**WHAT THE TASK ASKS:**
Only the lines from the first line of the data through the line containing "position:absolute; translate:-50% -51px;" belong in the answer, transcribed exactly; pictures do not.

────────

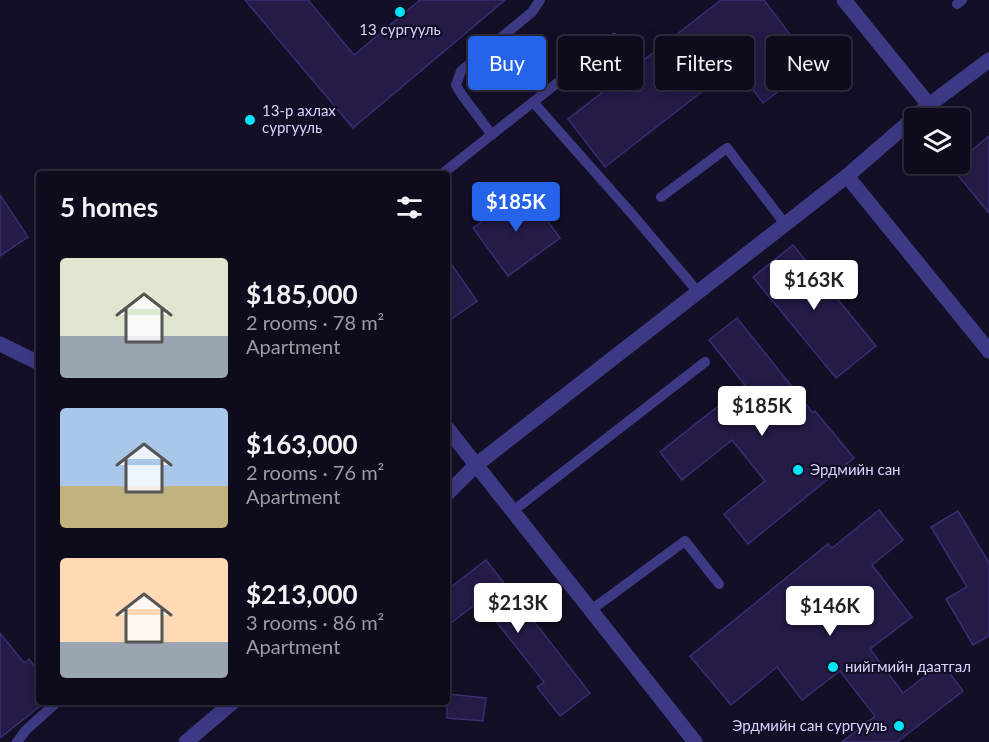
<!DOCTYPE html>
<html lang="en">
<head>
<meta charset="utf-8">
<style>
  :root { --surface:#0e0b1c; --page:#1c1929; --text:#f1f3f6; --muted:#9b9ba3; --line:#2e2b3b; --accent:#2563eb }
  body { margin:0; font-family:Lato,sans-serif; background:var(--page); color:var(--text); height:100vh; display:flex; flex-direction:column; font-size:22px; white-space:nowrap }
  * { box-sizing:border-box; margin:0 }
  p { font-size:20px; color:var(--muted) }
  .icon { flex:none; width:33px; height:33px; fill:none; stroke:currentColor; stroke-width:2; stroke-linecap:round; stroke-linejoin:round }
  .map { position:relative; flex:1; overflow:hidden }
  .drawer { position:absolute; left:36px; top:171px; width:414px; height:534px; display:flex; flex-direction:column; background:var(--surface); border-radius:6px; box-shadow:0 3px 15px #0003,0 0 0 2px var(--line) }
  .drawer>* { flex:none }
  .guide { position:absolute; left:468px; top:36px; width:430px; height:54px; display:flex; gap:12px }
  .controls { position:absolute; left:904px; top:108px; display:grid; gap:12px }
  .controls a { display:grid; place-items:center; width:66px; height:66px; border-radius:6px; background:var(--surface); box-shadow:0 3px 15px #0003,0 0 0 2px var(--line); font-size:30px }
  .price { position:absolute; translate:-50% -51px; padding:0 14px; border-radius:6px; background:#fff; color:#222; font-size:20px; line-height:39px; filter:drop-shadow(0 2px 3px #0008) }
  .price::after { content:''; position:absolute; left:50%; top:36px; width:18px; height:14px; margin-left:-9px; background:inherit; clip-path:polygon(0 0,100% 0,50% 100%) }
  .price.active { background:var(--accent); color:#fff }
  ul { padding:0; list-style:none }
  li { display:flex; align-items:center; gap:18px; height:150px; padding:0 24px }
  li span { display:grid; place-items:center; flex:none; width:168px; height:120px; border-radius:6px; color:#555 }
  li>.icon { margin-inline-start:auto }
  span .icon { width:72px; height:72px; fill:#fffc; stroke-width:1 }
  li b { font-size:26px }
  h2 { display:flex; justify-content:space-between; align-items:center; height:72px; padding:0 24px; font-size:26px }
  .pill { padding:0 21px; border-radius:6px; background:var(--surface); box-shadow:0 3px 15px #0003,0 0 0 2px var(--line); font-size:21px; line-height:54px }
  .pill.active { background:var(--accent); color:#fff }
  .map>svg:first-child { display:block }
  .building { fill:#241b47; stroke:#3b2d73; stroke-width:1.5 }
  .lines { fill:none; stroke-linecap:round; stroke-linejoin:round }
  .lane { stroke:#3d3a85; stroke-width:10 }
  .street { stroke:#3d3a85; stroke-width:15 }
  .poi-dot { fill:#00e5ff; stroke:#130f26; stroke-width:2 }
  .labels { text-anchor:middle; stroke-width:4.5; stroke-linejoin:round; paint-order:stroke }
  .poi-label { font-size:15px; fill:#d9d4ff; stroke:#130f26; text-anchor:start }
</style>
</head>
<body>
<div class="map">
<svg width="989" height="742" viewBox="0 0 989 742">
  <rect width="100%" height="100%" fill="#130f26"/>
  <g class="building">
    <path d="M 245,0 L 308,0 L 354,55 L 420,0 L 505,0 L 353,128 Z"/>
    <path d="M 721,0 L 764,0 L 813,65 L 763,103 L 735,66 L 605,167 L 568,119 Z"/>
    <path d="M 989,136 L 989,213 L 951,167 L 955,164 L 960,164 L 960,160 Z"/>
    <path d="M 525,190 L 560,238 L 508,276 L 473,228 Z"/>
    <path d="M 0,195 L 28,237 L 0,256 Z"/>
    <path d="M 793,245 L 876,346 L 836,378 L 753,277 Z"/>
    <path d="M 447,258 L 477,301 L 447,322 Z"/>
    <path d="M 737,318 L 813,413 L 815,411 L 854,458 L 748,544 L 724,514 L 765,481 L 732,440 L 682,480 L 660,452 L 745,385 L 709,340 Z"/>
    <path d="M 879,510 L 903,540 L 872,565 L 912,617 L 870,649 L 903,693 L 942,663 L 963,691 L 897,742 L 842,742 L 875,716 L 840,671 L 802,700 L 777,667 L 731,705 L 690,656 L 828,544 L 832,548 Z"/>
    <path d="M 958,511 L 989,563 L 989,636 L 973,645 L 946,599 L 967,587 L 931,527 Z"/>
    <path d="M 486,560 L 590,693 L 560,716 L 537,687 L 544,682 L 480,601 L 447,626 L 447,590 Z"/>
    <path d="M 0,633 L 24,663 L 29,659 L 39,672 L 39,707 L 0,738 Z"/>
    <path d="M 447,694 L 486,698 L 483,721 L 447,718 Z"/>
  </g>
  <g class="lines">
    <g class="lane">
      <path d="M 957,4 L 962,0"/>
      <path d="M 533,102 L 632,214 L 698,292"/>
      <path d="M 492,135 L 462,95 L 456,85 L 461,71 L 532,12 L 540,0"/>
      <path d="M 442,174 L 614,38"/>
      <path d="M 661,197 L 727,148 L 785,224"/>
      <path d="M 513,511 L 705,362"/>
      <path d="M 591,610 L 685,541 L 719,584"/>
      <path d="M 17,742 L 26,730 L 57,702"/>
    </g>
    <g class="street">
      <path d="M 844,0 L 929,105"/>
      <path d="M 847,176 L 989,351"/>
      <path d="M 0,344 L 39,363"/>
      <path d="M 447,428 L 695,742"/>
      <path d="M 447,494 L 476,465 L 847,176 L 929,105 L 989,60"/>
      <path d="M 186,742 L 233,702"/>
    </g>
  </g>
  <g class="poi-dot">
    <circle cx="400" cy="12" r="6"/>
    <circle cx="250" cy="120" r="6"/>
    <circle cx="798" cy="470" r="6"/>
    <circle cx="833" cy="667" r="6"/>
    <circle cx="899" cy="726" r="6"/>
  </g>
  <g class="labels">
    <g class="poi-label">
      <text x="400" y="35" text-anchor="middle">13 сургууль</text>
      <text x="262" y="116">13-р ахлах<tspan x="262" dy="17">сургууль</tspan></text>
      <text x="810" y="475">Эрдмийн сан</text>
      <text x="845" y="672">нийгмийн даатгал</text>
      <text x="887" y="731" text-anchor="end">Эрдмийн сан сургууль</text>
    </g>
  </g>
</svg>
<div class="controls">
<a><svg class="icon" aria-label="layers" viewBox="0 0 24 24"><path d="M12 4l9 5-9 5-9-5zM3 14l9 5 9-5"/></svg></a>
</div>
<b class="price active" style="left:516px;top:233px">$185K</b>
<b class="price" style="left:814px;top:311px">$163K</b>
<b class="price" style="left:762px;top:437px">$185K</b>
<b class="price" style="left:518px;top:634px">$213K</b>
<b class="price" style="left:830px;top:637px">$146K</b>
<div class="guide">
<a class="pill active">Buy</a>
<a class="pill">Rent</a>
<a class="pill">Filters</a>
<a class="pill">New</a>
</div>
<section class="drawer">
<h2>5 homes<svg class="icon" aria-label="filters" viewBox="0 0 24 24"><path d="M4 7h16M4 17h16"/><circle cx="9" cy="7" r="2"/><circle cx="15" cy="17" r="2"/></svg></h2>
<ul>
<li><span style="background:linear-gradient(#dfe7d0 65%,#9aa5b1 0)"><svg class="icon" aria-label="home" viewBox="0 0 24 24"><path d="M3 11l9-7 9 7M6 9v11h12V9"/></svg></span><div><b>$185,000</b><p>2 rooms · 78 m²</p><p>Apartment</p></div></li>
<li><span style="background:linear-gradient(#a9c7e8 65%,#c2b280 0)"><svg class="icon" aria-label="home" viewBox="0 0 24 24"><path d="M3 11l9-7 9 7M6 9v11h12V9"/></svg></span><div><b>$163,000</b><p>2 rooms · 76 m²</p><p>Apartment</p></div></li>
<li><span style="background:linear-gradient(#ffd9b3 70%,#9aa5b1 0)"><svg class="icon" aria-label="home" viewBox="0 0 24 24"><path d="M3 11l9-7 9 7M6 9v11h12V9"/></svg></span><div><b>$213,000</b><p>3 rooms · 86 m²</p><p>Apartment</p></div></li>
</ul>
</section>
</div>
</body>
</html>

────────

**TASK RESPONSE:**
<!DOCTYPE html>
<html lang="en">
<head>
<meta charset="utf-8">
<style>
  :root { --surface:#0e0b1c; --page:#1c1929; --text:#f1f3f6; --muted:#9b9ba3; --line:#2e2b3b; --accent:#2563eb }
  body { margin:0; font-family:Lato,sans-serif; background:var(--page); color:var(--text); height:100vh; display:flex; flex-direction:column; font-size:22px; white-space:nowrap }
  * { box-sizing:border-box; margin:0 }
  p { font-size:20px; color:var(--muted) }
  .icon { flex:none; width:33px; height:33px; fill:none; stroke:currentColor; stroke-width:2; stroke-linecap:round; stroke-linejoin:round }
  .map { position:relative; flex:1; overflow:hidden }
  .drawer { position:absolute; left:36px; top:171px; width:414px; height:534px; display:flex; flex-direction:column; background:var(--surface); border-radius:6px; box-shadow:0 3px 15px #0003,0 0 0 2px var(--line) }
  .drawer>* { flex:none }
  .guide { position:absolute; left:468px; top:36px; width:430px; height:54px; display:flex; gap:12px }
  .controls { position:absolute; left:904px; top:108px; display:grid; gap:12px }
  .controls a { display:grid; place-items:center; width:66px; height:66px; border-radius:6px; background:var(--surface); box-shadow:0 3px 15px #0003,0 0 0 2px var(--line); font-size:30px }
  .price { position:absolute; translate:-50% -51px; padding:0 14px; border-radius:6px; background:#fff; color:#222; font-size:20px; line-height:39px; filter:drop-shadow(0 2px 3px #0008) }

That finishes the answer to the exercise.